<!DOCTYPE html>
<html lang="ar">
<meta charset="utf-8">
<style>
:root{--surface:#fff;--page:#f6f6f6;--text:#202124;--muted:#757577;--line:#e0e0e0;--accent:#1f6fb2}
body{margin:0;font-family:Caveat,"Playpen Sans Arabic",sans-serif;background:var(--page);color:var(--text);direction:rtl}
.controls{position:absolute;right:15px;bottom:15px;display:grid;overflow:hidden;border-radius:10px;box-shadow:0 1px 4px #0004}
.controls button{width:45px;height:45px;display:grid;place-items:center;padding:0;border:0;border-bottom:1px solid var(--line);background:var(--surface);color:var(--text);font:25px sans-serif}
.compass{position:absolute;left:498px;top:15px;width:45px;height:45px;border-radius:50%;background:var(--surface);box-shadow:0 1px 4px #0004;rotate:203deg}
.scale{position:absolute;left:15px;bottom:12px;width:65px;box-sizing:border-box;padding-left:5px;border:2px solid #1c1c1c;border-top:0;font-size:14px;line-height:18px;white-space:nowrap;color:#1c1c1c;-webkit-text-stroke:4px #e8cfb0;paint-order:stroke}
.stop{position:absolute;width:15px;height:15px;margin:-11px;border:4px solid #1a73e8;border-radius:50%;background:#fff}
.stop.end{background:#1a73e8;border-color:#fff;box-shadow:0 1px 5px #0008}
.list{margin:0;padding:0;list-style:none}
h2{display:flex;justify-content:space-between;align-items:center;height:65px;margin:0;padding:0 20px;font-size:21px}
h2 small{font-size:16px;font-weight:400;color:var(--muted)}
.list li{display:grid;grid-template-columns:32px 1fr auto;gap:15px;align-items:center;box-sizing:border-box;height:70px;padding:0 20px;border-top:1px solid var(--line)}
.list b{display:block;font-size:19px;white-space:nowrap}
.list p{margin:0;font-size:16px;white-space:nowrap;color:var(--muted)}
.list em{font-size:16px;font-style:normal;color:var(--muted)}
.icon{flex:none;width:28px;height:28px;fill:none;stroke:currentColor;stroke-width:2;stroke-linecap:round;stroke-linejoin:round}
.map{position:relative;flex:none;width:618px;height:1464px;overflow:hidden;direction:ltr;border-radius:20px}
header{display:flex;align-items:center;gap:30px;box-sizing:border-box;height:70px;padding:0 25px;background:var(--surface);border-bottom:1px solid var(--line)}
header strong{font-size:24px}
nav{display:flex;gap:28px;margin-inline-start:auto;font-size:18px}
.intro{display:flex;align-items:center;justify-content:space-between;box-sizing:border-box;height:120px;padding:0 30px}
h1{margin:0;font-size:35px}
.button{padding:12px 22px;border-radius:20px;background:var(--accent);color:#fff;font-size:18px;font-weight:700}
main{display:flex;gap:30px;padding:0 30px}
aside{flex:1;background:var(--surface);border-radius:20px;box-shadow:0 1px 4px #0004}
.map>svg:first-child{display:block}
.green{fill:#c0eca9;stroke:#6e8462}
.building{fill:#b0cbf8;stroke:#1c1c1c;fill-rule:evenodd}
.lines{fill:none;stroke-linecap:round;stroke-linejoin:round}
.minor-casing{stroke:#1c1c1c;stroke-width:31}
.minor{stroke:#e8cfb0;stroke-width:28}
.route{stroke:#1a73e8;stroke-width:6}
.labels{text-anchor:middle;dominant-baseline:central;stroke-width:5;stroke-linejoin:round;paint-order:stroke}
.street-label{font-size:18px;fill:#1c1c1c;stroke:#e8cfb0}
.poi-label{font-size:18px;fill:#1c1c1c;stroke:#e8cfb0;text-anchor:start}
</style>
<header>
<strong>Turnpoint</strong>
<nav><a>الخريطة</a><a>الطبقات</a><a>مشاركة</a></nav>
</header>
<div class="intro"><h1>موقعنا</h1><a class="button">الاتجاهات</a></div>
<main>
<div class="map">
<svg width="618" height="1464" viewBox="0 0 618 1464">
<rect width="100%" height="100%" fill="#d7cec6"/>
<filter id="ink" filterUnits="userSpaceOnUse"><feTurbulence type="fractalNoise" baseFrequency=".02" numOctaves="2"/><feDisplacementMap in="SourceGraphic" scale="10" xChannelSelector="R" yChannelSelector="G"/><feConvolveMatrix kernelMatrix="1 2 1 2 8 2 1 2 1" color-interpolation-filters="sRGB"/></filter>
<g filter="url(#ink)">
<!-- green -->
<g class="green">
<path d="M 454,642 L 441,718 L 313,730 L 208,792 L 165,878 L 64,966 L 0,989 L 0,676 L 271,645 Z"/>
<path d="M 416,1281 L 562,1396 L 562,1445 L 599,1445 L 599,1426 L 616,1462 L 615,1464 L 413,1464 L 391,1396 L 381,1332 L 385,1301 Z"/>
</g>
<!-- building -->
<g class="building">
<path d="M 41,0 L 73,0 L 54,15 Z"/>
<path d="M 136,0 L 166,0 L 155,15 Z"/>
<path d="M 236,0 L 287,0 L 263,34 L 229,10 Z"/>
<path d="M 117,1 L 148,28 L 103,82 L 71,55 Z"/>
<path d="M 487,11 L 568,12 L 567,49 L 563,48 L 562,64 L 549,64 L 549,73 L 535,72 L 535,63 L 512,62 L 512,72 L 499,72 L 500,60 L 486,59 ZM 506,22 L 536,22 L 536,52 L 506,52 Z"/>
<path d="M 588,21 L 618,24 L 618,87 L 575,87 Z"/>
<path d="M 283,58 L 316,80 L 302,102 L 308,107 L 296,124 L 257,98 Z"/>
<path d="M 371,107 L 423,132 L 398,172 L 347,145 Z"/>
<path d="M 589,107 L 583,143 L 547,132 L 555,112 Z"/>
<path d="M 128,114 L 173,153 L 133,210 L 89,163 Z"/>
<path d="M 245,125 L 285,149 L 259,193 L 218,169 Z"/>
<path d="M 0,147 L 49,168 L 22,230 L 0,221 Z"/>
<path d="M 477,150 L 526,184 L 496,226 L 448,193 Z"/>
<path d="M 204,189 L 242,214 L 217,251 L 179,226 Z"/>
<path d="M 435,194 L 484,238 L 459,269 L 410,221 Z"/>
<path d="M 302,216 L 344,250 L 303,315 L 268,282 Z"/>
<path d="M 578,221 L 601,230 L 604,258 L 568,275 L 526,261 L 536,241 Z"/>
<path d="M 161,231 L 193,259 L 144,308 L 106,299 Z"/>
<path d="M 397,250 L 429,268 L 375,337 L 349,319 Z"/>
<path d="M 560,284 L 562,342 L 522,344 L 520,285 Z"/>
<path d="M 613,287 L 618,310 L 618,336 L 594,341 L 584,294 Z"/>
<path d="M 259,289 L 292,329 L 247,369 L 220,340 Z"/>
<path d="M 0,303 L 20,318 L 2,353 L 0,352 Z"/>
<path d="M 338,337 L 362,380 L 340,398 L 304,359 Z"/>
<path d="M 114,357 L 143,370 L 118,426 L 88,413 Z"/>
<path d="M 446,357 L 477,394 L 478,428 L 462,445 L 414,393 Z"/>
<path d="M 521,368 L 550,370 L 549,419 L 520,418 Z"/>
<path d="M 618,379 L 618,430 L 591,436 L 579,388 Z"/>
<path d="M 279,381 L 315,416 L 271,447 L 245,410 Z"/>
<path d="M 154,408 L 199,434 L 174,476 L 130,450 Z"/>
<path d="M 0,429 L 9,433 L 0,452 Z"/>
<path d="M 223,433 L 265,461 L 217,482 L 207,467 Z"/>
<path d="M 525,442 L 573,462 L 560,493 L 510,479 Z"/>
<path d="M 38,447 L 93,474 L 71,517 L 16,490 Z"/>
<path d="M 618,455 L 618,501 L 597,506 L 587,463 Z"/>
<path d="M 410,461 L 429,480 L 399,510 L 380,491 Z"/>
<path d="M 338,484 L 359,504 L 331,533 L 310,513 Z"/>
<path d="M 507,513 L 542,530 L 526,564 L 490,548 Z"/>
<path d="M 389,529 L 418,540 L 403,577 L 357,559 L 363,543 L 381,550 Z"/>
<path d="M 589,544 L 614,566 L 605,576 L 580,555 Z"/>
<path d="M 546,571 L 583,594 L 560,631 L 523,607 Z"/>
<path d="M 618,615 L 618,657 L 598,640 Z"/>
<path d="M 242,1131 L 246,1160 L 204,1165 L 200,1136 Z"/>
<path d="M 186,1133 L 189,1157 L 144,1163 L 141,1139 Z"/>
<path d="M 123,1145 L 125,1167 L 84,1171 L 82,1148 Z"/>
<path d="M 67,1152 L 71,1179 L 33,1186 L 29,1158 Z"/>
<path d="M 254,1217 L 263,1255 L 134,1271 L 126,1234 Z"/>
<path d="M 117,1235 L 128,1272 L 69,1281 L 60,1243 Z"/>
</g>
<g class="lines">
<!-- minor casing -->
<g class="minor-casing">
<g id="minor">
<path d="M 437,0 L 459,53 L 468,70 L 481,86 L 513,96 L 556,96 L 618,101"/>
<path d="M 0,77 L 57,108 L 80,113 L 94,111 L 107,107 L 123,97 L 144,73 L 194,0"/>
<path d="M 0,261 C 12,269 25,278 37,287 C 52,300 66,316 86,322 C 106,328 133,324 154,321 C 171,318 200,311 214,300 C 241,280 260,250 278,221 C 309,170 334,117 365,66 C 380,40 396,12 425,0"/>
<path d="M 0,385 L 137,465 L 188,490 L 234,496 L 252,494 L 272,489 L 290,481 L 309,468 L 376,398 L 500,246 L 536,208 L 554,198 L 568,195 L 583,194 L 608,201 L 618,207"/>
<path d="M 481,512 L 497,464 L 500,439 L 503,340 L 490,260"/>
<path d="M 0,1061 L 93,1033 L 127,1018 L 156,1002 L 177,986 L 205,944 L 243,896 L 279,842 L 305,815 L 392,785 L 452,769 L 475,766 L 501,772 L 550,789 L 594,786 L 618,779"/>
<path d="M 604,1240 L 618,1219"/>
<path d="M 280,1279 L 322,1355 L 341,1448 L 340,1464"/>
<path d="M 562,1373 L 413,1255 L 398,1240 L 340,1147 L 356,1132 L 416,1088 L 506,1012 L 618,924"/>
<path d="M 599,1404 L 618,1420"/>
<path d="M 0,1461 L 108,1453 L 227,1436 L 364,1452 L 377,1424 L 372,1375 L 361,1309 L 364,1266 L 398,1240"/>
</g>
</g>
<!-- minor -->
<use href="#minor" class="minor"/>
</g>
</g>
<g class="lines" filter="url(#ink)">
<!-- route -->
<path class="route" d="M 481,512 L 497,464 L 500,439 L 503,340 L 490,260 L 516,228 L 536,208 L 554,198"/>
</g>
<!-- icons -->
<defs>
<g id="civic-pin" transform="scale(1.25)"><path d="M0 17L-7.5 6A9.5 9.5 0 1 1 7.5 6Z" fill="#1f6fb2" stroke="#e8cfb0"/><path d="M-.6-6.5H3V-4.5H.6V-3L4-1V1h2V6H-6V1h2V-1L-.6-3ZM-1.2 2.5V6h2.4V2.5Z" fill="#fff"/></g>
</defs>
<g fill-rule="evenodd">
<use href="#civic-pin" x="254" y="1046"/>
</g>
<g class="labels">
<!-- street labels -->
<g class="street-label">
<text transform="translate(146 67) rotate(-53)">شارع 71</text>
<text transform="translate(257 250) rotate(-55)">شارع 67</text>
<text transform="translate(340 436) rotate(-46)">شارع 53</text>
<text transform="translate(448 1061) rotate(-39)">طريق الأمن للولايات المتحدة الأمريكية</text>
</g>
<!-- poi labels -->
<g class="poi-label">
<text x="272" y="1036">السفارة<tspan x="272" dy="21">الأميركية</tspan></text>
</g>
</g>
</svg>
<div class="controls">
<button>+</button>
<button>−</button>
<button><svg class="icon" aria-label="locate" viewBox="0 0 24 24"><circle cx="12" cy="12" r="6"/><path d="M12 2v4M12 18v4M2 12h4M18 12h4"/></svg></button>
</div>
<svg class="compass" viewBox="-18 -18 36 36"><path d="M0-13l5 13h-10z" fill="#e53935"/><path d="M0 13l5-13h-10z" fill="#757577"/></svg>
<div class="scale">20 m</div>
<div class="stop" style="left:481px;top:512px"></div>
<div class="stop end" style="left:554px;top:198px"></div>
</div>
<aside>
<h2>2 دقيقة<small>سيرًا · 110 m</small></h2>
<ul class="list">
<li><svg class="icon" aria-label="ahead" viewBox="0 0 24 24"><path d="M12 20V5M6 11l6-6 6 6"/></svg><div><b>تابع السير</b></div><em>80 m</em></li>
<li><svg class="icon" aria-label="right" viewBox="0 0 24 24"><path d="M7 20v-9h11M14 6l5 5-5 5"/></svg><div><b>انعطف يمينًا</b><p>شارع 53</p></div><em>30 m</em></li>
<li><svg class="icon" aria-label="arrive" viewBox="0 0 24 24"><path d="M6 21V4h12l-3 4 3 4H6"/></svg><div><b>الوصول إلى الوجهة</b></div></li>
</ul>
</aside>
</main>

◇ ◇ ◇ ◇

**What is being asked:**
Using the records above, report each line with the string "compass".

**Finished task:**
.compass{position:absolute;left:498px;top:15px;width:45px;height:45px;border-radius:50%;background:var(--surface);box-shadow:0 1px 4px #0004;rotate:203deg}
<svg class="compass" viewBox="-18 -18 36 36"><path d="M0-13l5 13h-10z" fill="#e53935"/><path d="M0 13l5-13h-10z" fill="#757577"/></svg>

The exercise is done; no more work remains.